EXERCISE DETAILS: Scan the data for "lists" and copy each matching line.

DATA TO PROCESS:

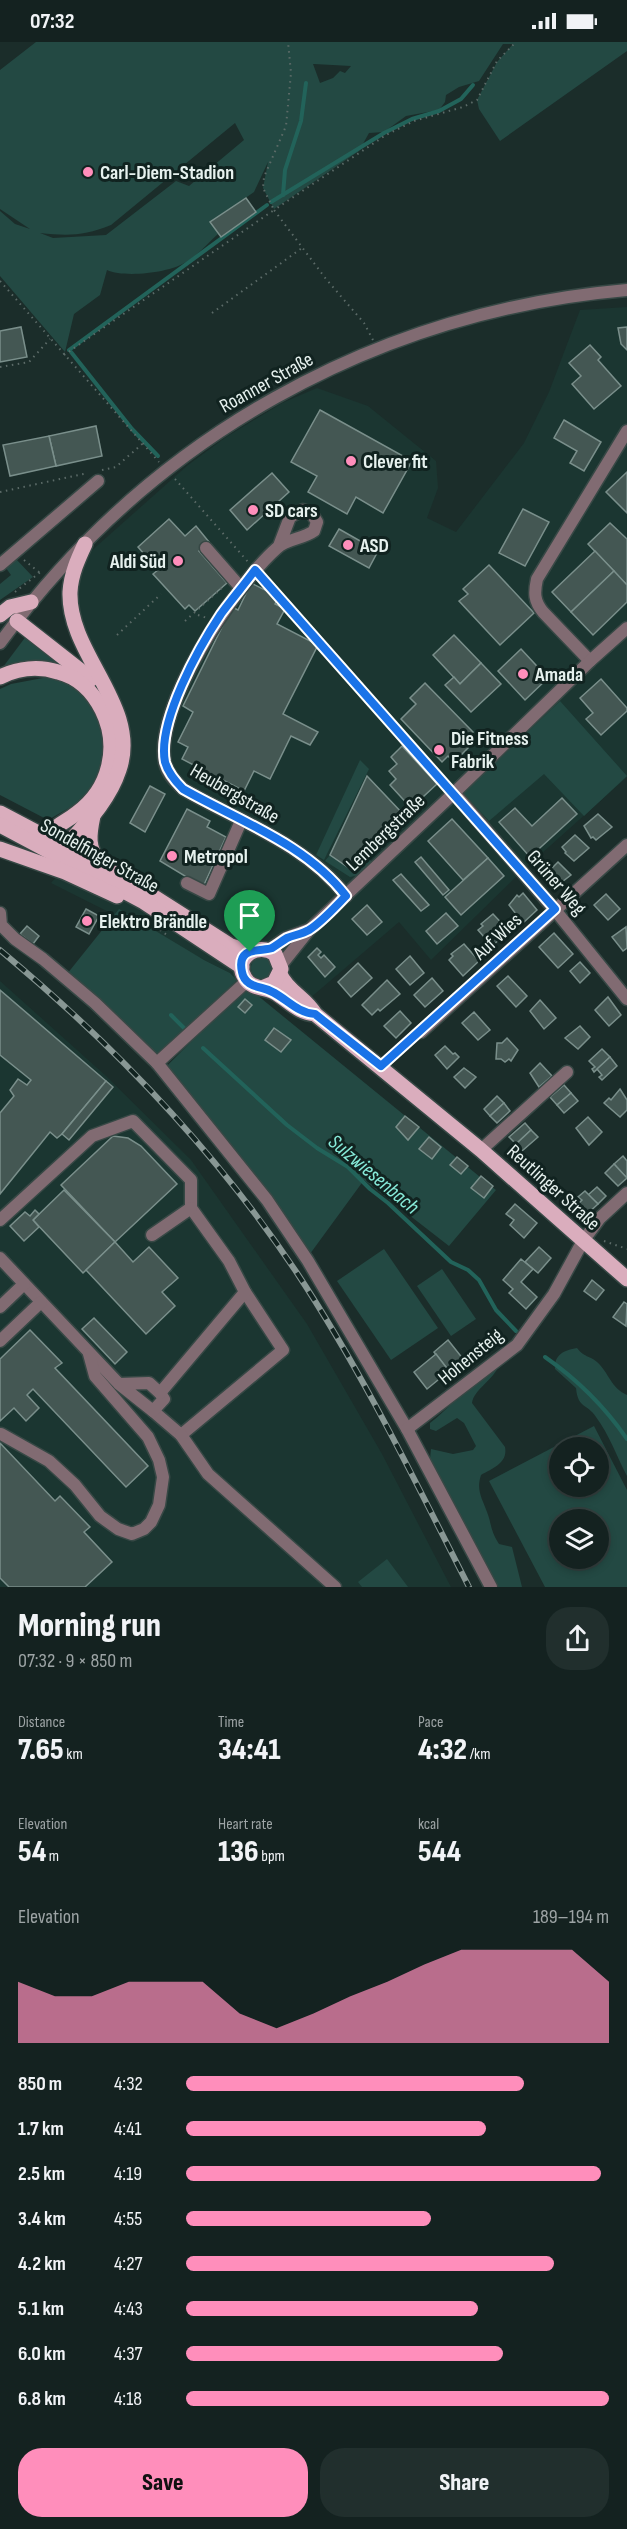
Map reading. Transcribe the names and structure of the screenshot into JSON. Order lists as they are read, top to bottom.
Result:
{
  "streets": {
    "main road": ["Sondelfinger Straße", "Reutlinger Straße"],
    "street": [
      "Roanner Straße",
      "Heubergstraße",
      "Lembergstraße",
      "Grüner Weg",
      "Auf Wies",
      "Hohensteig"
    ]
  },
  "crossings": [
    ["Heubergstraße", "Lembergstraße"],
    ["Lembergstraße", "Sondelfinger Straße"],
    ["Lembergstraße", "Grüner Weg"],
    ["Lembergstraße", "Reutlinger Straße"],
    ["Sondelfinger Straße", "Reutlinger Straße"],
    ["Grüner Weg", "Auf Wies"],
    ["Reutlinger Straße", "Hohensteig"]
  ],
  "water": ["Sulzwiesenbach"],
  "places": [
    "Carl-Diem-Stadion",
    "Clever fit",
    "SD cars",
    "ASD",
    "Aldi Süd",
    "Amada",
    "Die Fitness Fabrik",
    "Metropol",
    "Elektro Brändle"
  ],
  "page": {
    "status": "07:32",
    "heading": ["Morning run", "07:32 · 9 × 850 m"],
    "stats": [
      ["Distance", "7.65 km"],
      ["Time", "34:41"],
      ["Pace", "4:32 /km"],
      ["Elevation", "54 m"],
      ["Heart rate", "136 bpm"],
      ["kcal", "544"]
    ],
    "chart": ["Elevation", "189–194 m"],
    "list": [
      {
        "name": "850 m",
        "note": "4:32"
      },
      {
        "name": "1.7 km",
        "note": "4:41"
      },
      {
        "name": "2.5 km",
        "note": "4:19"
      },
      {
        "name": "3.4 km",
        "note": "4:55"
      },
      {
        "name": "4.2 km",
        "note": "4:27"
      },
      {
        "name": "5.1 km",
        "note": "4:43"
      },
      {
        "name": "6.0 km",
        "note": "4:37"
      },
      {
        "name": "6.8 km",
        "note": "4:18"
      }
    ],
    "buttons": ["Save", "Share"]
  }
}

---

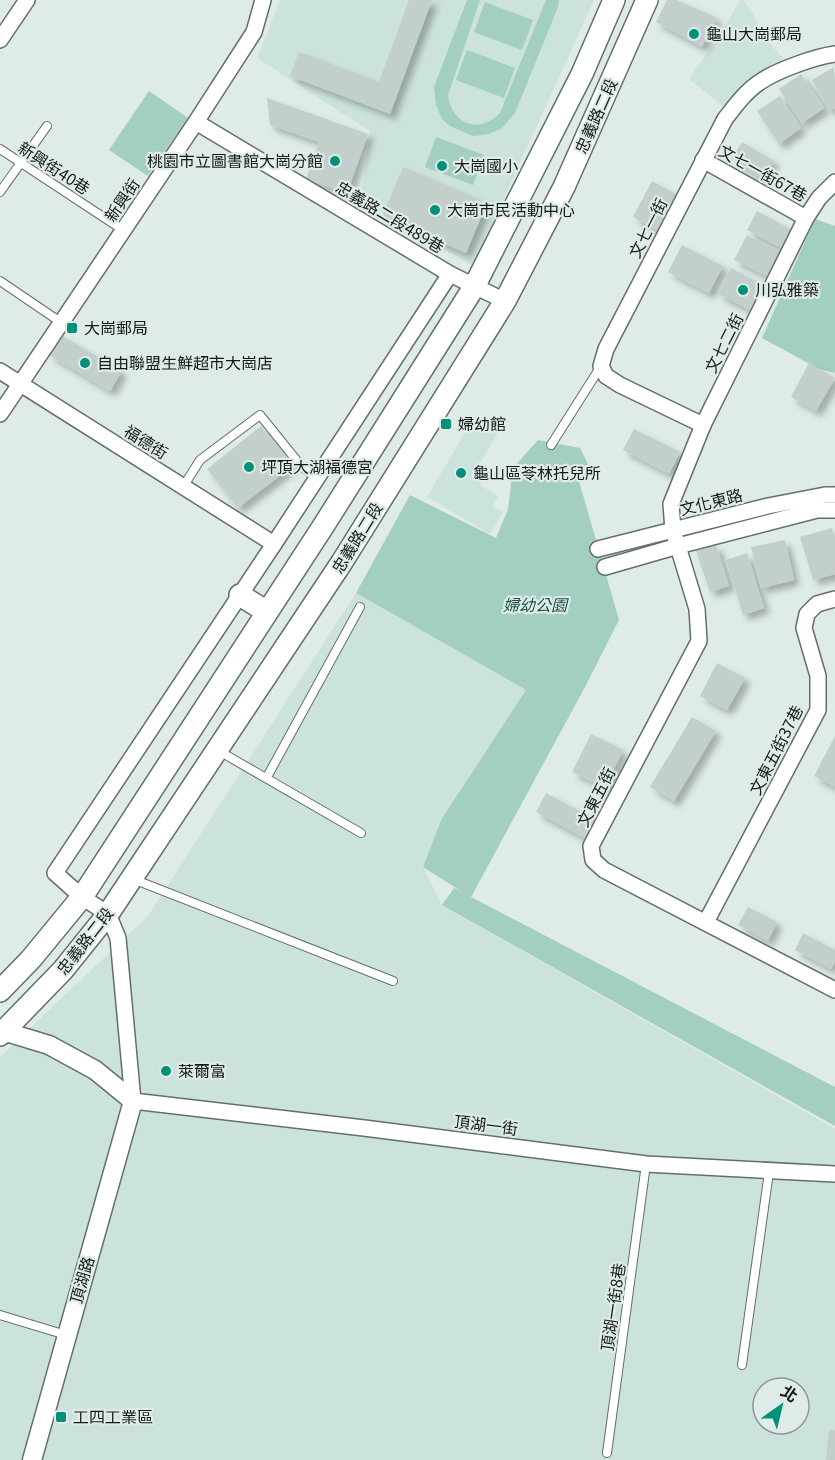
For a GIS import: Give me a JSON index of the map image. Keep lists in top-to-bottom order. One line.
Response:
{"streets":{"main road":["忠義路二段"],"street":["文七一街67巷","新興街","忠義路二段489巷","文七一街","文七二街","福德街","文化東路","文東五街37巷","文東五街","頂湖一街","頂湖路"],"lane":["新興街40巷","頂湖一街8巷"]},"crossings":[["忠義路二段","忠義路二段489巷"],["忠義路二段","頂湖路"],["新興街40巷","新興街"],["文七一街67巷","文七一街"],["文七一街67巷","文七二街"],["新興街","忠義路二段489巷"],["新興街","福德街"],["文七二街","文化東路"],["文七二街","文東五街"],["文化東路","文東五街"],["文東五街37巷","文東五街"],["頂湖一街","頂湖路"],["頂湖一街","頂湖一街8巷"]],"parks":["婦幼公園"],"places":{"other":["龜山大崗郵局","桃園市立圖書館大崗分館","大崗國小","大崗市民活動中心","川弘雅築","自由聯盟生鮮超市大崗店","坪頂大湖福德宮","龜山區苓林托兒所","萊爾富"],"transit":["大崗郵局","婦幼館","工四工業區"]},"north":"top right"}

==

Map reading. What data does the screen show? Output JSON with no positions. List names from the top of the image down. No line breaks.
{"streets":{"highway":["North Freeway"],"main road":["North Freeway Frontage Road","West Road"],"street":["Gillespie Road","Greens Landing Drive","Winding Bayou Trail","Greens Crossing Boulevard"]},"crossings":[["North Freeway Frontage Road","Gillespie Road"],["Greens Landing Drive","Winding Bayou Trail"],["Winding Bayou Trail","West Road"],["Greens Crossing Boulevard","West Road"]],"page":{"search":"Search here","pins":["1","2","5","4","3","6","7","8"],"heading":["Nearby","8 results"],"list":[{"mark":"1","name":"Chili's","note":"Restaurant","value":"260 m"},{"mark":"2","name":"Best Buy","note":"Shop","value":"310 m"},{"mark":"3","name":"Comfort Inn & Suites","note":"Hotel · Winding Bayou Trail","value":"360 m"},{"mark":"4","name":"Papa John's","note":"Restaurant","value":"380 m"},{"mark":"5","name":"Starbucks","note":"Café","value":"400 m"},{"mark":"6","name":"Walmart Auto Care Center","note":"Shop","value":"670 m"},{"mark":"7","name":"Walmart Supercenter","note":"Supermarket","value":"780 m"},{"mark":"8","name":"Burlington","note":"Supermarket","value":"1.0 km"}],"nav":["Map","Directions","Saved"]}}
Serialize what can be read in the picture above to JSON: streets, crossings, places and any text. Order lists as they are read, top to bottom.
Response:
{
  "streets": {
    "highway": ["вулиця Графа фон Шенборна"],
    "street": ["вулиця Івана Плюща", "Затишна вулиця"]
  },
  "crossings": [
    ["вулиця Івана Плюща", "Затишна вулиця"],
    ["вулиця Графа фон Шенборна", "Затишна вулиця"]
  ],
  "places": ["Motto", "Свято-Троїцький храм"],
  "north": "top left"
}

ANSWER BOX:
Map reading. Transcribe the names and structure of the screenshot into JSON. Order lists as they are read, top to bottom.
For a GIS import: Give me a JSON index of the map image. Keep lists in top-to-bottom order. One line.
Serialize what can be read in the picture above to JSON: streets, crossings, places and any text. Order lists as they are read, top to bottom.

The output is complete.